5

I am trying to make a list of groups that I extract from a list of lists. The main list I have contains lists which are of different lengths. I want to group up all the sub-lists that contain at least one value from another sub-list efficiently. For instance I want this:

[[2],[5],[5,8,16],[7,9,12],[9,20]]

to be grouped up like this

my_groups = {"group1":[2], "group2":[5,8,16], "group3":[7,9,12,20]}

The way I thought of doing this is to create convert the sub-lists into sets and using reduce intersect1d

reduce(np.intersect1d, (SUPERLIST))

and then put the results in a dictionary. But I don't know how to convert it to an array of sets without iterating through the list.

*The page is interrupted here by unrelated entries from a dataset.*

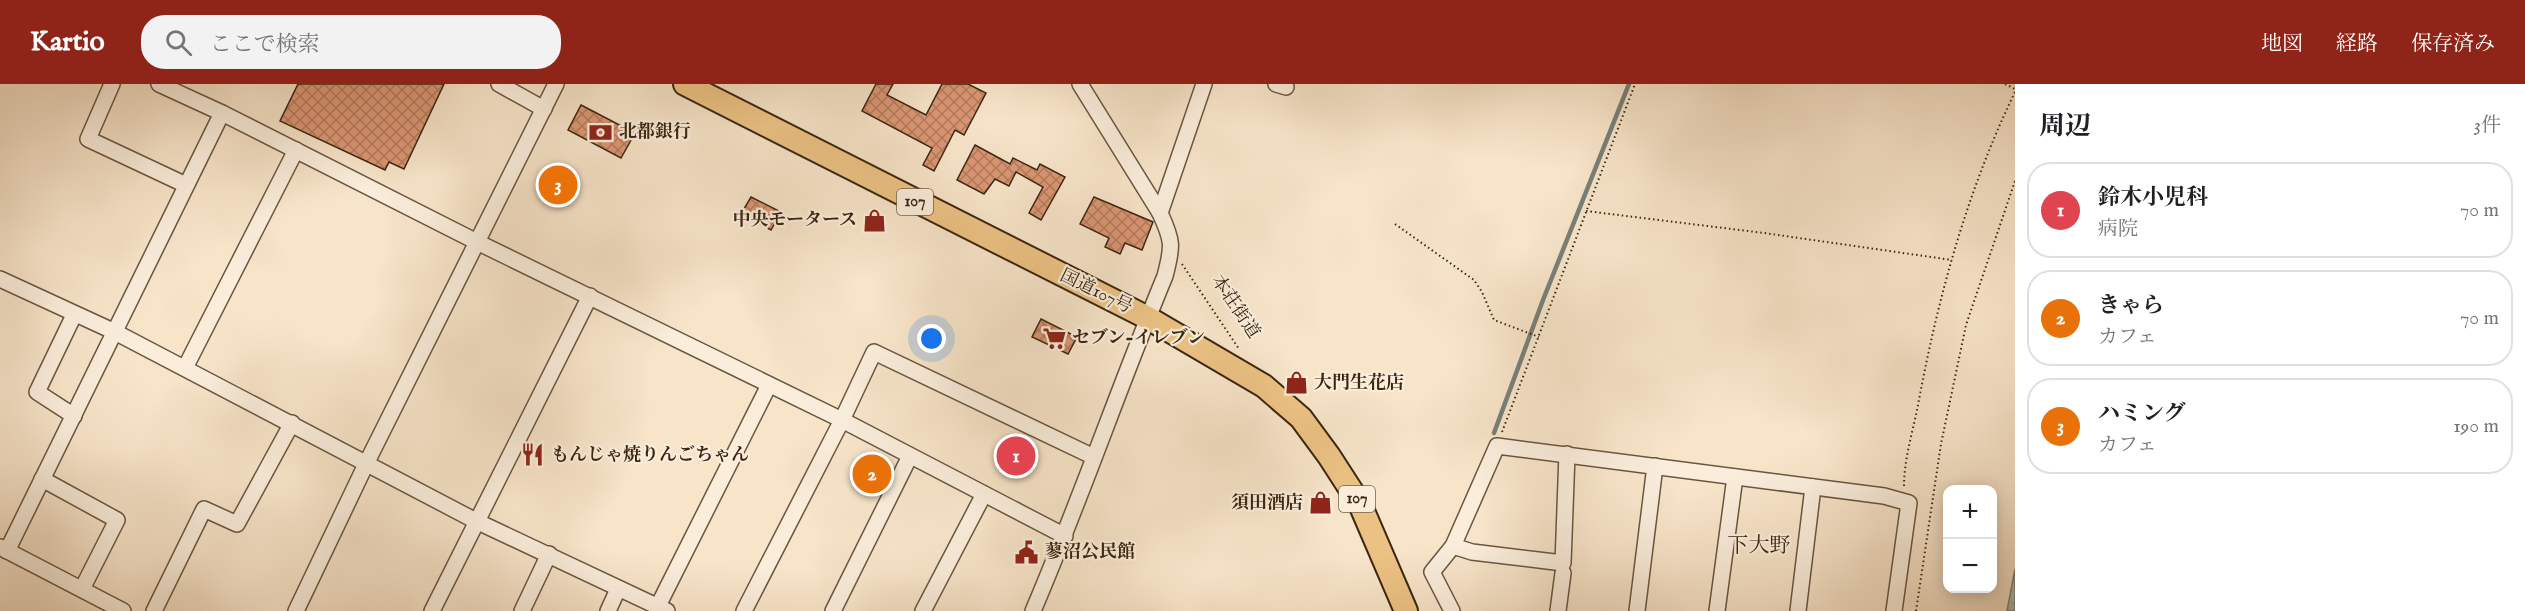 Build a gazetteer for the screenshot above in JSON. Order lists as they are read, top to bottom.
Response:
{
  "streets": {
    "highway": ["107", "国道107号"],
    "path": ["本荘街道"]
  },
  "districts": ["下大野"],
  "places": {
    "bank": ["北都銀行"],
    "shop": ["中央モータース", "大門生花店", "須田酒店"],
    "supermarket": ["セブン-イレブン"],
    "restaurant": ["もんじゃ焼りんごちゃん"],
    "public building": ["蓼沼公民館"]
  },
  "page": {
    "header": "Kartio",
    "search": "ここで検索",
    "nav": ["地図", "経路", "保存済み"],
    "heading": ["周辺", "3件"],
    "list": [
      {
        "mark": "1",
        "name": "鈴木小児科",
        "note": "病院",
        "value": "70 m"
      },
      {
        "mark": "2",
        "name": "きゃら",
        "note": "カフェ",
        "value": "70 m"
      },
      {
        "mark": "3",
        "name": "ハミング",
        "note": "カフェ",
        "value": "190 m"
      }
    ],
    "pins": ["3", "1", "2"],
    "map_buttons": ["+", "−"]
  }
} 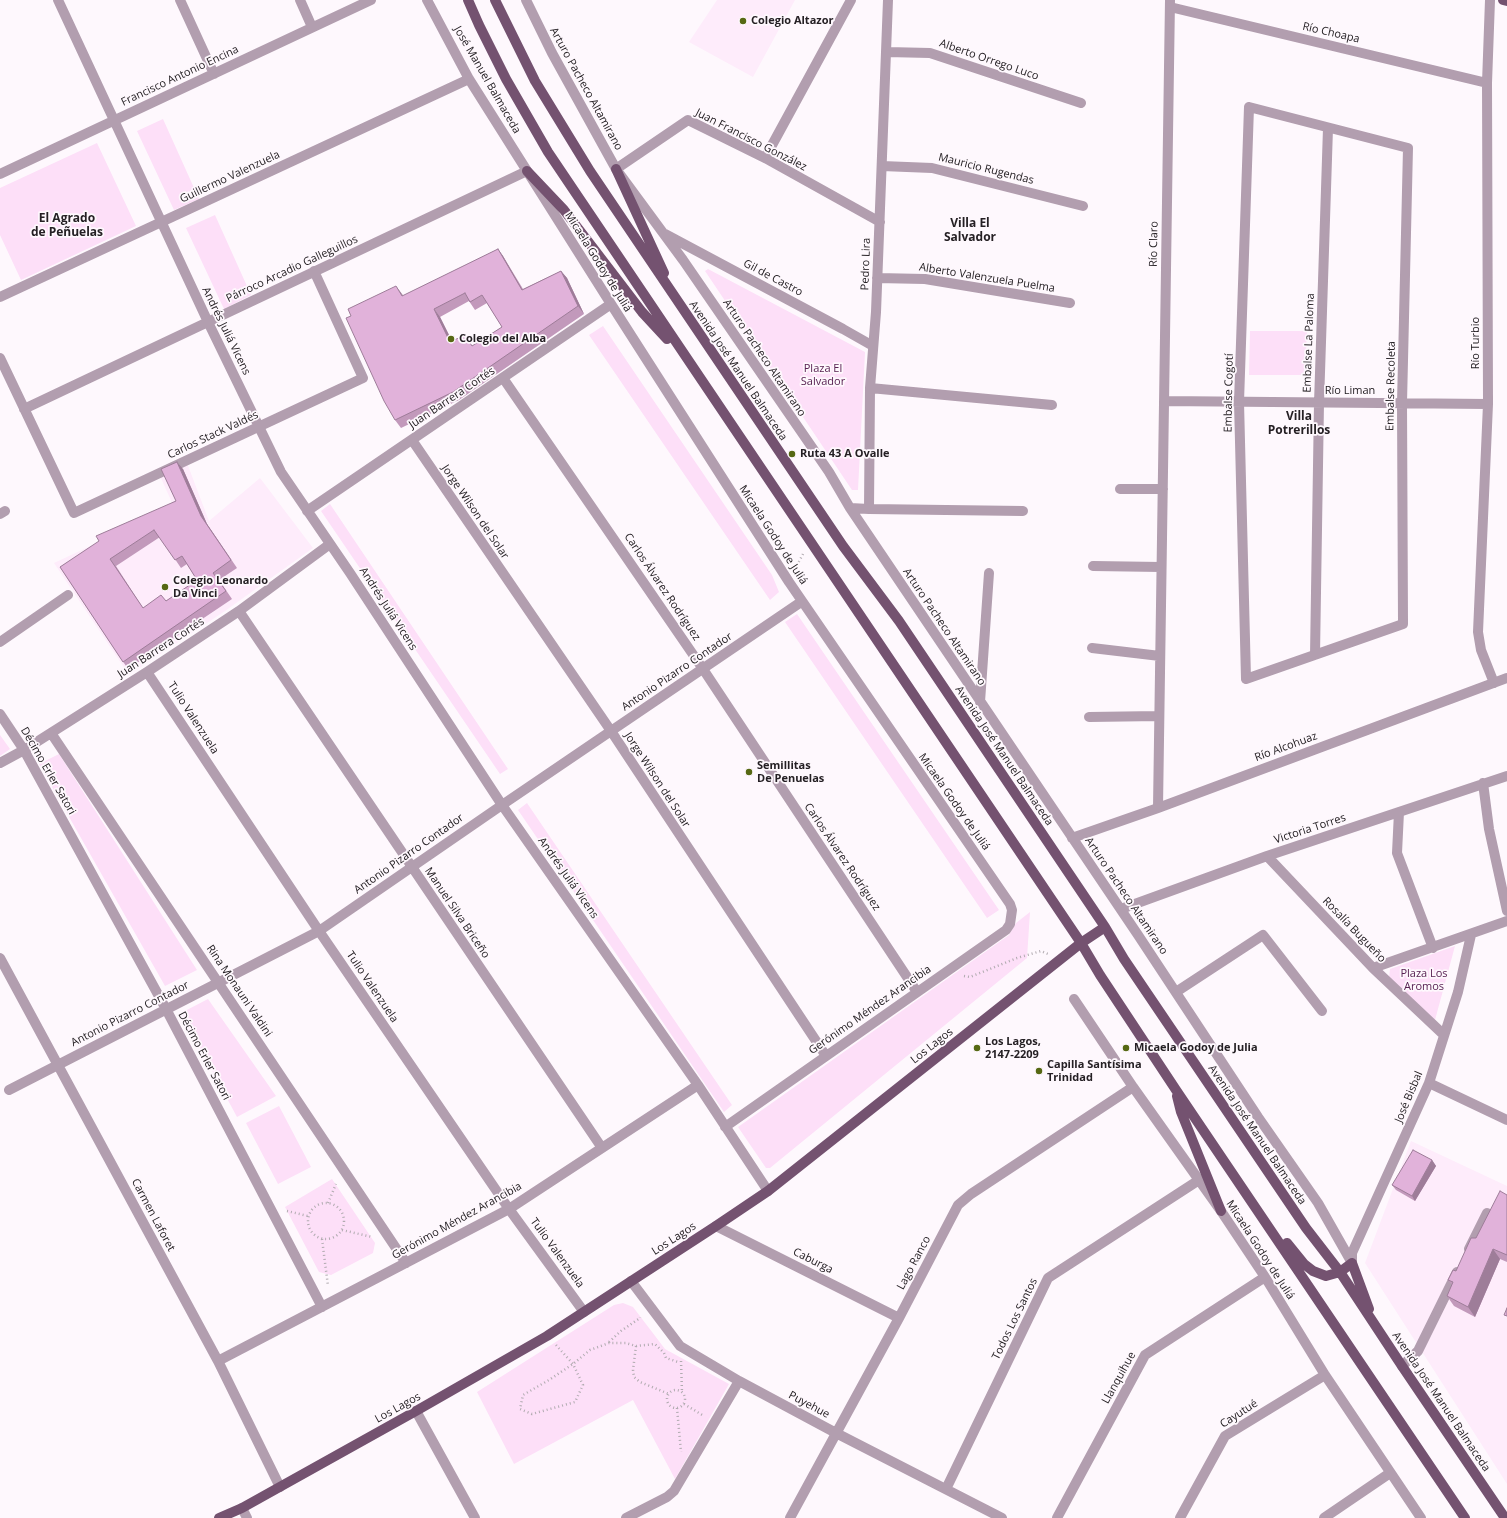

Is there a way to do this or a more efficient way that I am missing?

Edit

Without numpy I would do something like this:

my_dict = dict()
unique_id = 0
for sub_list_ref in super_list:
    sub_set_ref = set(sub_list_ref)
    for sub_list_comp in super_list:
        sub_set_comp = set(sub_list_comp)
        if len(sub_set_ref.intersection(sub_set_comp))>0:
            my_dict[unique_id] = sub_set_ref.union(sub_set_comp)
            updated_id = unique_id+1
    if updated_id == unique_id:
        my_dict[unique_id] = sub_list_ref
    else:
        unique_id = updated_id

Edit 2

Yesterday this question got an excellent answer from DarryIG and today I managed to make a more efficient version.

def coalesce_groups(current_list, super_list, iterations):
    if iterations <= 0:
        print("YOU HAVE ITERATED MORE THAN 3 TIMES")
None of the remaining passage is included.